Они жили в хрущевках со своими родителями, даже не делая попыток отселиться. Они не разговаривали с нами, своими детьми, ни о смерти, ни о болезни, ни о любви, не говорили о сложном и важном. Они говорили на все наши просьбы «денег нет» и закрывали дверь перед нашим носом, если мы не приходили домой вовремя. Наконец, они беспрерывно орали на нас. Они говорили соседям «алкаш», «разведенка», «торгаш», «мещане» и «чтоб вы сдохли».
…Они рисовали снежинки на окнах к Новому году. Они наряжались Дедом Морозом, наши папы – и наши мамы, если пап не было. Они придумывали конфеты из смеси «Малютка», умели варить затируху, как их матери в войну, ходили в походы и катали нас на велосипедах.

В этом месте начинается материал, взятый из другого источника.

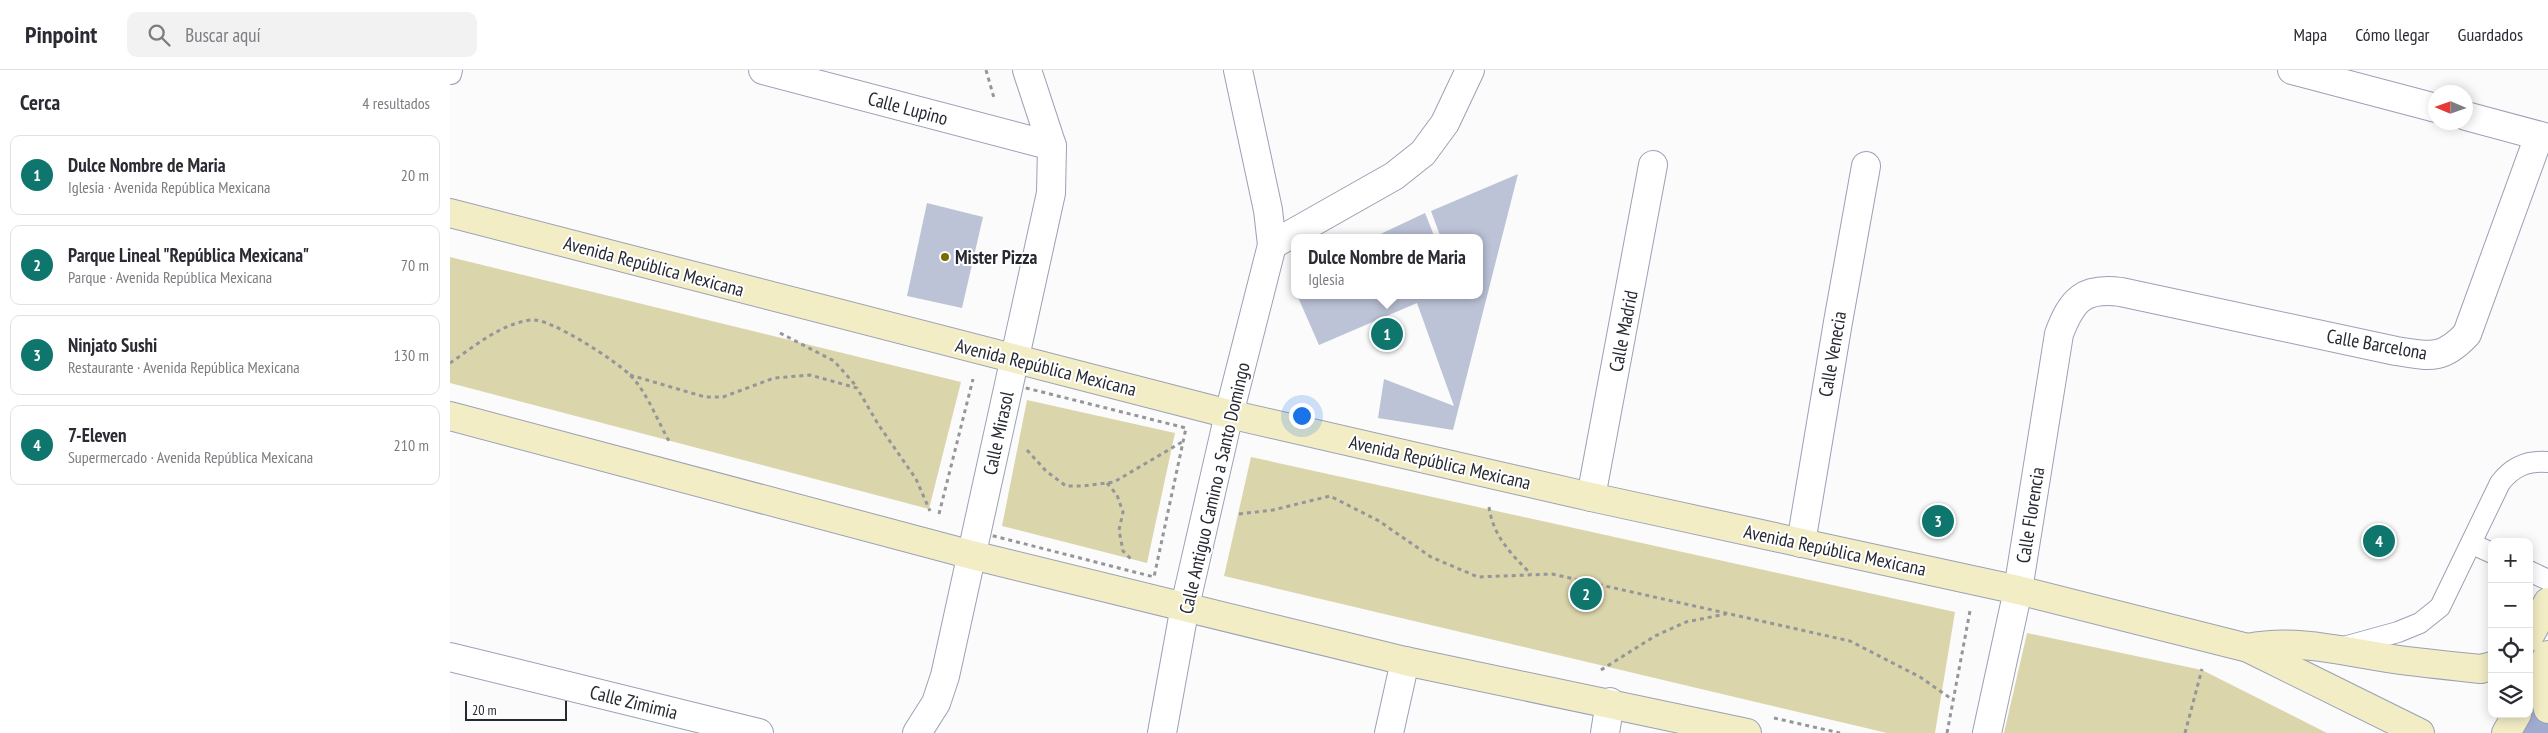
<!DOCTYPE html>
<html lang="es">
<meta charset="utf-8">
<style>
:root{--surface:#fff;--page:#f2f2f3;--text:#2b2b33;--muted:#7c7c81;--line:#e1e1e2;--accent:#0f766e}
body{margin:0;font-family:"PT Sans Narrow",sans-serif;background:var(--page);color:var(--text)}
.controls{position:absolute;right:15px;bottom:15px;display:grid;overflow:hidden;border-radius:10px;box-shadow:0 2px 12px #0003}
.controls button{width:45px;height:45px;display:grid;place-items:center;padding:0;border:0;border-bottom:1px solid var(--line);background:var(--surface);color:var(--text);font:25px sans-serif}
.compass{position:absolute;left:1978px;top:15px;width:45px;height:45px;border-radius:50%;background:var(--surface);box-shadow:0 2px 12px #0003;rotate:272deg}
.scale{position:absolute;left:15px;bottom:12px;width:102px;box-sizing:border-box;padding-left:5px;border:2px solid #262931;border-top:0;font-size:14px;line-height:18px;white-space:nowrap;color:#262931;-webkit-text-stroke:4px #fff;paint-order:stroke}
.you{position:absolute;left:851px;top:345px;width:18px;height:18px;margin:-12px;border:4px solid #fff;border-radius:50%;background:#1a73e8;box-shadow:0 0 0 8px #1a73e833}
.badge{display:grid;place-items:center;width:32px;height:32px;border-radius:50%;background:var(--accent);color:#fff;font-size:16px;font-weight:700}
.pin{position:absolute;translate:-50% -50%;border:2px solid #fff;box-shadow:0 1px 5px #0006}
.popup{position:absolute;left:841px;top:164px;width:192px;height:65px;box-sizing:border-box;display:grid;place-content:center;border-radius:10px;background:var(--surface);filter:drop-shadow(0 1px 4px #0005);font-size:16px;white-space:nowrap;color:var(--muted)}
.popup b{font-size:19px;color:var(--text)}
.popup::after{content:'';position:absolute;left:50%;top:100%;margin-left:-10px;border:10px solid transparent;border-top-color:var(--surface)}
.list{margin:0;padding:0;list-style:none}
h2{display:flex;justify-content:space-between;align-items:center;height:65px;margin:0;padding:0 20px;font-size:21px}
h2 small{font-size:16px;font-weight:400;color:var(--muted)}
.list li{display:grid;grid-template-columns:32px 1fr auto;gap:15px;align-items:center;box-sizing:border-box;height:80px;margin:0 10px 10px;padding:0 10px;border:1px solid var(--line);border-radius:10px}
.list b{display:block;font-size:19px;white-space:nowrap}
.list p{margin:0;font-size:16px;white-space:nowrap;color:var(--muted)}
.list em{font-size:16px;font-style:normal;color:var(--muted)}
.icon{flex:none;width:28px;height:28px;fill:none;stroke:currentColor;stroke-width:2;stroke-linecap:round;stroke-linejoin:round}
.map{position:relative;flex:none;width:2098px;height:663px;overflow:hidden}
header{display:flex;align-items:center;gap:30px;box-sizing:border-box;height:70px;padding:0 25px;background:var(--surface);border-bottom:1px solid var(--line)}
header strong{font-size:24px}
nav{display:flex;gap:28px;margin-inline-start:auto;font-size:18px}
.search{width:350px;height:45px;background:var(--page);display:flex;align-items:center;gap:12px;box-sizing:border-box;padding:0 18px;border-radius:10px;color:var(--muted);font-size:19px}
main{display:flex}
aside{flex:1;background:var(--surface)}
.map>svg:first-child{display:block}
.green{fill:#dbd5ac}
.water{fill:#a0abd0}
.building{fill:#bcc3d7}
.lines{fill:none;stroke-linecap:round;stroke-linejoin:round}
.lane-casing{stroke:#9ba1b5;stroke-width:22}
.street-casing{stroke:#9ba1b5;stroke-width:30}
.secondary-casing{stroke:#9ba1b5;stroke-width:30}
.path{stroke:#94969a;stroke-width:3;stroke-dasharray:4 4;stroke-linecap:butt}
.lane{stroke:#fff;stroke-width:20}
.street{stroke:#fff;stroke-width:28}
.secondary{stroke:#f2edc5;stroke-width:28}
.poi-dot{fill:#786b04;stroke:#fff;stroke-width:2}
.labels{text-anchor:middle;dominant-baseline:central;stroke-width:4;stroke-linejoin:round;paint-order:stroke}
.street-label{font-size:19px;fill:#262931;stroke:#fff}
.poi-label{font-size:19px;font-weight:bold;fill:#262931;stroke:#fff;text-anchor:start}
</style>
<header>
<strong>Pinpoint</strong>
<div class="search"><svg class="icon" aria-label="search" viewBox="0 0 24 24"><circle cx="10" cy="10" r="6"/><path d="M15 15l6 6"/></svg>Buscar aquí</div>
<nav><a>Mapa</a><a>Cómo llegar</a><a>Guardados</a></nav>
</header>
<main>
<aside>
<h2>Cerca<small>4 resultados</small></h2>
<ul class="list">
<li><span class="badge">1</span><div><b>Dulce Nombre de Maria</b><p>Iglesia · Avenida República Mexicana</p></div><em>20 m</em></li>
<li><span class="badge">2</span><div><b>Parque Lineal &quot;República Mexicana&quot;</b><p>Parque · Avenida República Mexicana</p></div><em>70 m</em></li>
<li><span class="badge">3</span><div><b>Ninjato Sushi</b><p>Restaurante · Avenida República Mexicana</p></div><em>130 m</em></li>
<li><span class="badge">4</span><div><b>7-Eleven</b><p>Supermercado · Avenida República Mexicana</p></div><em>210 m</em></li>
</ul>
</aside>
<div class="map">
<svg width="2098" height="663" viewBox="0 0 2098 663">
<rect width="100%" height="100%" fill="#fbfbfb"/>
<g class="green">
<polygon points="0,187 511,312 479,439 0,313"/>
<polygon points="577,330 725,363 697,493 552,456"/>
<polygon points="801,387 1505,542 1485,663 1437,663 774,506"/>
<polygon points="1577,563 1752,600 1877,663 1554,663"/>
</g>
<polygon class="water" points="2098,585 2098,663 2062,663 2079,644 2079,625"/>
<g class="building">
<polygon points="1068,104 1003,360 928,348 934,309 1004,336 967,233 869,275 847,225 1030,225 1030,168 991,168 981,141"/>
<polygon points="477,133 533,147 512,238 457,226"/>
<polygon points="975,143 985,168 922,168"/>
</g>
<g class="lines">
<g class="lane-casing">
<g id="lane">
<polyline points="1,4 2,0"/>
<polyline points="2022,474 2042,483"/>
<polyline points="2079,501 2098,510"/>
<path d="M 1890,578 L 1948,562 L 1970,553 L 1990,537 L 2050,413 C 2062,397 2077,390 2098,392"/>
</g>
</g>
<g class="street-casing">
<g id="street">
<polyline points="313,0 602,76"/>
<polyline points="1842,0 1986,38"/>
<polyline points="2016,46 2098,68"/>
<polyline points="822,175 944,106 973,83 995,53 1020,0"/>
<polyline points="1141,427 1203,95"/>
<polyline points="1351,473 1388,252 1416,96"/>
<polyline points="0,587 309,663"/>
<polyline points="467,663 486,633 495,606 601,123 602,76 577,0"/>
<polyline points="712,663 735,536 779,344 822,175 818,140 788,0"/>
<polyline points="939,663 955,591"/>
<polyline points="1155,663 1160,632"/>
<path d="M 1537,663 L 1568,520 L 1609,264 C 1622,230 1633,217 1671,222 L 1946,281 C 1979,286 1992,291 2017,264 L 2089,66"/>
</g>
</g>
<g class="secondary-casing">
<g id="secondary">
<polyline points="0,143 779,344 1141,427 1568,520 1798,578 1970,663"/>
<polyline points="0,346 522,485 955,591 1297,663"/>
<polyline points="2079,567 2098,532"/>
<path d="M 1798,578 C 1847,568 1895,582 1943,589 C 1972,593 2002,596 2031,599 L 2042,596"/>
<polyline points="2089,603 2098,639"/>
<polyline points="2079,621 2098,585"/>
<polyline points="2056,663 2067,644"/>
</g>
</g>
<g class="path">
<polyline points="536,0 544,28"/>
<polyline points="330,263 384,291 407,317"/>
<path d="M 0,293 C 25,276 50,254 81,250 C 99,247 166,291 180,305 C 197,322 207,350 219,371"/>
<polyline points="180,305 255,327 273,327 324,308 360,305 407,318 428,354 466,409 480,441"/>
<polygon points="568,316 736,358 704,507 536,464"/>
<polyline points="577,380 596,401 616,416 632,416 664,412 732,372"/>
<polyline points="657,413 667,425 673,442 669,460 673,481 682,490"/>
<path d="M 1039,437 C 1043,466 1061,484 1081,504"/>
<polyline points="489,444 523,309"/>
<polyline points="789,444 823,440 880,426 929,451 981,487 1028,507 1102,504 1400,571 1470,607 1503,630"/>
<polyline points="1151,600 1205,566 1236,552 1276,544"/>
<polyline points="1324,648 1390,663"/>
<polyline points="1497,663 1520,541"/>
<polyline points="1735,663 1752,599"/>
</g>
<use href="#lane" class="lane"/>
<use href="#street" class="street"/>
<use href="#secondary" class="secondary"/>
</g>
<circle class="poi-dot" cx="495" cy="187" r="5"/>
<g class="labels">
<g class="street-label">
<text transform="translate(458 38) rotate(15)">Calle Lupino</text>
<text transform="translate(204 196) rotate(15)">Avenida República Mexicana</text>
<text transform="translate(1173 261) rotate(-79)">Calle Madrid</text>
<text transform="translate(1927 274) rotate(10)">Calle Barcelona</text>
<text transform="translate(1382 284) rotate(-80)">Calle Venecia</text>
<text transform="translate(596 297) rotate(14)">Avenida República Mexicana</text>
<text transform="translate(548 363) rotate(-78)">Calle Mirasol</text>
<text transform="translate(990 392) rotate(13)">Avenida República Mexicana</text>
<text transform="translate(764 418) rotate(-77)">Calle Antiguo Camino a Santo Domingo</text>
<text transform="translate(1580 445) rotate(-81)">Calle Florencia</text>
<text transform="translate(1385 480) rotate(12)">Avenida República Mexicana</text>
<text transform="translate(184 632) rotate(14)">Calle Zimimia</text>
</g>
<g class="poi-label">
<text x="505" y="187">Mister Pizza</text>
</g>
</g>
</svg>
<div class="controls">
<button>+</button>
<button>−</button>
<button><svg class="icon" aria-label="locate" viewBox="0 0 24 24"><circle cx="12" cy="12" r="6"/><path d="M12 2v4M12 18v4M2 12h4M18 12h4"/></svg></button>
<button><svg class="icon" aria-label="layers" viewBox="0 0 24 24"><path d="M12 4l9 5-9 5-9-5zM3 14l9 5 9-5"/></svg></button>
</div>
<svg class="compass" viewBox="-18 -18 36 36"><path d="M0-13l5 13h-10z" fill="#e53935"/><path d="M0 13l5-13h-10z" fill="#7c7c81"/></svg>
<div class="scale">20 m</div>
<div class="you"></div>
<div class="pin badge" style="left:937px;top:264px">1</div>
<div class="popup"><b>Dulce Nombre de Maria</b>Iglesia</div>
<div class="pin badge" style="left:1136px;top:524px">2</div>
<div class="pin badge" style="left:1488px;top:451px">3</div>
<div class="pin badge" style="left:1929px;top:471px">4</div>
</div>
</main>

Они «доставали» – колбасу, платья, сапоги, туфли, пальто; они очень плохо одевались и радовались каждой новой вещи. Наши мамы плевали в тушь «Ленинградская» и ювелирно точно красили ресницы, собирали хрусталь и книги, часами, плача от страха и жалости, стояли под окнами детских палат в больницах – к нам их не пускали.
Они устраивались в детские сады и школы нянечками и уборщицами, лишь бы быть рядом. Они ревели, когда их бросали мужья, когда заболевали подруги, когда мы не слушались, они не знали французских духов, полноценного сна и в основном большую часть жизни недосыпали.
Отцы приносили в кулечке конфеты и ягоды, мастерили с нами по вечерам парусники, рассказывали сказки, читали. Они ходили в школу и потом пороли нас по итогам разговора с учителем или утешали нас. Они говорили с нами о космосе, о войне и о дедушке – Герое Советского Союза.
Они учили нас точить карандаши, приносили мимозу на 8 Марта, умели чинить обувь и радиоприемники. Они учили давать сдачи. Они могли ни разу не сказать нам «я тебя люблю» и плакали на наших свадьбах.
Они бросали кафедры и шли торговать на рынке в 90-е, они возили клетчатые сумки, становились теми самыми «торгашами» и «мещанами», чтобы мы могли выжить.
Они рожали нас, когда сами были совсем юными, в 18–20 лет. Они не справлялись.
Они справлялись как могли.
За несколько лет работы с этой темой мои гнев, возмущение, ужас переродились в сострадание, в уважение, в боль. Я знаю, какими они были маленькими, наши родители. Знаю, что им доставалось и чего, огромного, не доставалось.
Их родители, наши бабушки и дедушки, восстанавливали разрушенную страну.